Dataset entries
↓↓↓
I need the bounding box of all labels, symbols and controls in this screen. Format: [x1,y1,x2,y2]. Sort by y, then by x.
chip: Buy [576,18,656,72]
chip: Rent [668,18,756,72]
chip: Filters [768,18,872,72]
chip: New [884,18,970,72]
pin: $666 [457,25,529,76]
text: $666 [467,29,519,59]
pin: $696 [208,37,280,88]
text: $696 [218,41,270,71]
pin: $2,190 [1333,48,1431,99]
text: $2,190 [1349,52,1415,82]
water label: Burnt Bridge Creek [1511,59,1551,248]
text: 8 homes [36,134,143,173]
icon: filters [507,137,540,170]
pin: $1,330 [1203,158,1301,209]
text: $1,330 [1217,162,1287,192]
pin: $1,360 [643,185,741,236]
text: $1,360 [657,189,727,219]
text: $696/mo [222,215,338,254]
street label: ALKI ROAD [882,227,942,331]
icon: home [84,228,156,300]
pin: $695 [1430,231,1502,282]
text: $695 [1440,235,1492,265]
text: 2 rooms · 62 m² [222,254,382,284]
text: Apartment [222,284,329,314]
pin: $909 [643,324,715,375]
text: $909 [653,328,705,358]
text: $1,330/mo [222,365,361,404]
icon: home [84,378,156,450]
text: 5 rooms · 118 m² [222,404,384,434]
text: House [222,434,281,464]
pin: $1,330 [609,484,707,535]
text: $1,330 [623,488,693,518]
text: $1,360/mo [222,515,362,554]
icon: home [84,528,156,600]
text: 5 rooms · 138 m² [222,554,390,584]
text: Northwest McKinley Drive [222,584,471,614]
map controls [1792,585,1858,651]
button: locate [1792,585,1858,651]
↑↑↑
# Task prompt
All of the data above must be retyped exactly.

# Task result
I need the bounding box of all labels, symbols and controls in this screen. Format: [x1,y1,x2,y2]. Sort by y, then by x.
chip: Buy [576,18,656,72]
chip: Rent [668,18,756,72]
chip: Filters [768,18,872,72]
chip: New [884,18,970,72]
pin: $666 [457,25,529,76]
text: $666 [467,29,519,59]
pin: $696 [208,37,280,88]
text: $696 [218,41,270,71]
pin: $2,190 [1333,48,1431,99]
text: $2,190 [1349,52,1415,82]
water label: Burnt Bridge Creek [1511,59,1551,248]
text: 8 homes [36,134,143,173]
icon: filters [507,137,540,170]
pin: $1,330 [1203,158,1301,209]
text: $1,330 [1217,162,1287,192]
pin: $1,360 [643,185,741,236]
text: $1,360 [657,189,727,219]
text: $696/mo [222,215,338,254]
street label: ALKI ROAD [882,227,942,331]
icon: home [84,228,156,300]
pin: $695 [1430,231,1502,282]
text: $695 [1440,235,1492,265]
text: 2 rooms · 62 m² [222,254,382,284]
text: Apartment [222,284,329,314]
pin: $909 [643,324,715,375]
text: $909 [653,328,705,358]
text: $1,330/mo [222,365,361,404]
icon: home [84,378,156,450]
text: 5 rooms · 118 m² [222,404,384,434]
text: House [222,434,281,464]
pin: $1,330 [609,484,707,535]
text: $1,330 [623,488,693,518]
text: $1,360/mo [222,515,362,554]
icon: home [84,528,156,600]
text: 5 rooms · 138 m² [222,554,390,584]
text: Northwest McKinley Drive [222,584,471,614]
map controls [1792,585,1858,651]
button: locate [1792,585,1858,651]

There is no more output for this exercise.